The infrastructure’s falling apart. Kids aren’t being educated. Universities aren’t being funded at necessary levels. The political system “is not working.” On a day that people had charged into St. Paul looking to take on the state’s economic and image woes, this lunchtime talk was such a downer that people were hoping they’d be served antidepressants for dessert. Mandelbaum did try to resuscitate the crowd in the dying-gasp minutes of his address. With a straight face, he claimed that the book he and Friedman wrote is “an optimistic book.” The hope, he said, is to be found in the “grass roots” of the country, not at the top, and noted that America’s past shows it’s a country that can “master challenges.” Finally, he and Friedman said, they’ve got the answer for the political woes. They believe an independent candidate needs to run for president, “a radical centrist.” He didn’t mention Jesse Ventura as a possible candidate. 

Overall, however, the tone of the summit was refreshingly positive.

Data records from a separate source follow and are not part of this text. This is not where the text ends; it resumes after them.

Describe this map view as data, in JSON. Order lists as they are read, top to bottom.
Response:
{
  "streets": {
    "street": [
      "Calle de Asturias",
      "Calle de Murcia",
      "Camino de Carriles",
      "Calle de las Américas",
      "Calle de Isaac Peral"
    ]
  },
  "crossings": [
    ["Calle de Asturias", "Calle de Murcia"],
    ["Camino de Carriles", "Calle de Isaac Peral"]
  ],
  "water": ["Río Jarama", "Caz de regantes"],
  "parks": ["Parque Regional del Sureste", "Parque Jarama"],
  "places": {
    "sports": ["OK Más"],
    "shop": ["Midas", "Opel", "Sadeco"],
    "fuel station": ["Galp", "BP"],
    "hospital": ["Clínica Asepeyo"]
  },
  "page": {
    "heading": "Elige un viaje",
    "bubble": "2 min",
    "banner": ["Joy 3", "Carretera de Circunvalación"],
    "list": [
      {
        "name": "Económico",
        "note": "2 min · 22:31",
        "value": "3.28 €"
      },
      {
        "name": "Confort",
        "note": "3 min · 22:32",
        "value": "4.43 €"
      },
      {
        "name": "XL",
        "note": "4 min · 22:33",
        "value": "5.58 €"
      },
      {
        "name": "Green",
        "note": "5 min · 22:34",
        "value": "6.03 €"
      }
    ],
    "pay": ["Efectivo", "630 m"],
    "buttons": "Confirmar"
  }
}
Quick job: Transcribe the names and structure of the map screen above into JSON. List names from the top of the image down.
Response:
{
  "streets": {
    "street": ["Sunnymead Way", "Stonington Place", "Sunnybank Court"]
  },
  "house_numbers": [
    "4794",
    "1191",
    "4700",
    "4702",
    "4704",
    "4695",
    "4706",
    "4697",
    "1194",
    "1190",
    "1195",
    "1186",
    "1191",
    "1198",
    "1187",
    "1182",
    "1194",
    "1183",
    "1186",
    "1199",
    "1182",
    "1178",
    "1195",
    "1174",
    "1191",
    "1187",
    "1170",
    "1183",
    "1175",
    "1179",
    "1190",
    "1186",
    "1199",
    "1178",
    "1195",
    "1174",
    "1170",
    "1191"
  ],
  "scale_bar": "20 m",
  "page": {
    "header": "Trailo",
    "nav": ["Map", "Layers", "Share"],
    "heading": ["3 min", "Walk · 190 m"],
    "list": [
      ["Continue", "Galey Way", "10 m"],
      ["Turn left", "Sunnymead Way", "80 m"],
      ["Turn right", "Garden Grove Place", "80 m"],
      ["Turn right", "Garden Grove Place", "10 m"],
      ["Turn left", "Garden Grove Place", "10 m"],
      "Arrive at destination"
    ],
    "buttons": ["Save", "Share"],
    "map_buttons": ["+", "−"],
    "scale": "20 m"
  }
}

Despite Dayton making “jobs, jobs, jobs” the emphasis of his first year in office, there was little in this conference that was about immediate jobs. Instead, it was an attempt to be futuristic, without being goofy. 

Small businesses getting some help
“It would be easy to be all talk, no action,” said Neil Crocker, president of Schaefer Ventilation, a privately held company in Sauk Rapids. Crocker praised some of the things government does to help Minnesota’s smaller businesses, describing his company as “a heavy user of state services.” Many of the company’s 50 employees, he noted, were trained at state colleges and universities. The company also has “taken advantage of the state’s trade office” in creating markets overseas. But he did note that business taxes in the state are high. “We have to avoid killing the golden goose,” he said. 

Speaker after speaker talked of how Minnesota’s competitive advantage always has been its educated workforce and made the point that education will become increasingly important. “Many of us are not aware of how different the world is today than five years ago, 10 years ago,” Crocker said. “I get a kick out of those who talk about job creation being tied to manufacturing recovery. It’s not happening. That ship has sailed.” That means Minnesota will have to offer more people a better education than ever before. Here’s how University of Minnesota President Eric Kaler put it: “People don’t always come to Minnesota because of the weather. They come because of smart people.” 

Employers and educators both talked of education as the key cog in the state’s future. “It’s a painful reality that many of the 215,000 Minnesotans without jobs don’t have the education needed for the new economy,” said Steven Rosenstone, chancellor of Minnesota State Colleges and Universities. He noted that “78 percent of all jobs in Minnesota by 2018 will require some postsecondary education.” At most events in recent months in Minnesota, this would have led to a partisan, finger-pointing political fight about the need to invest more in all levels of education. 

Rep. Matt Dean praises effort
But this event didn’t collapse into petty bickering, in part because most Republican legislative leaders were no-shows and in part because Dayton started the day by saying the summit was to be about “ideas, not ideologies.” Rep. Matt Dean, majority leader and the only Republican legislative leader at the summit, seemed to be caught up in the spirit of the event. 

Dean was a member of a panel devoted to talking about how Minnesota should “brand” itself. The thought, by the way, seems to be that Minnesota needs some sort of unified “brand image.” Currently, the Department of Tourism uses “Explore Minnesota.” The state’s license plates read: “Land of 10,000 Lakes.” A lot of people inside and outside the state seem to think the motto is an old Hamm’s Beer jingle, “Land of Sky Blue Waters.” So there’s a study going on. The brand people, by the way, really like how Michigan government and business organizations have gotten together around the theme “Pure Michigan.” Hmmm. Tongue in cheek, Dean suggested branding that reflects the personality of our population: “Not so bad.” 

But Dean, with sincerity, praised Dayton for bringing together so many people looking to do good for the state. “It’s important to lead from the top and spread a positive message,” Dean said. Other than the keynote address and the lurking stadium issue, there was a positive aura at the summit, although no one suggested what lies ahead will be easy. “I don’t think there’s an easy road ahead for our state,” the governor said at the end of the day. “But it’s a road we must take.” He promised to have the beginning of an action plan in place today. Presumably, then he can get back to the serious work of solving the Vikings’ stadium dilemma.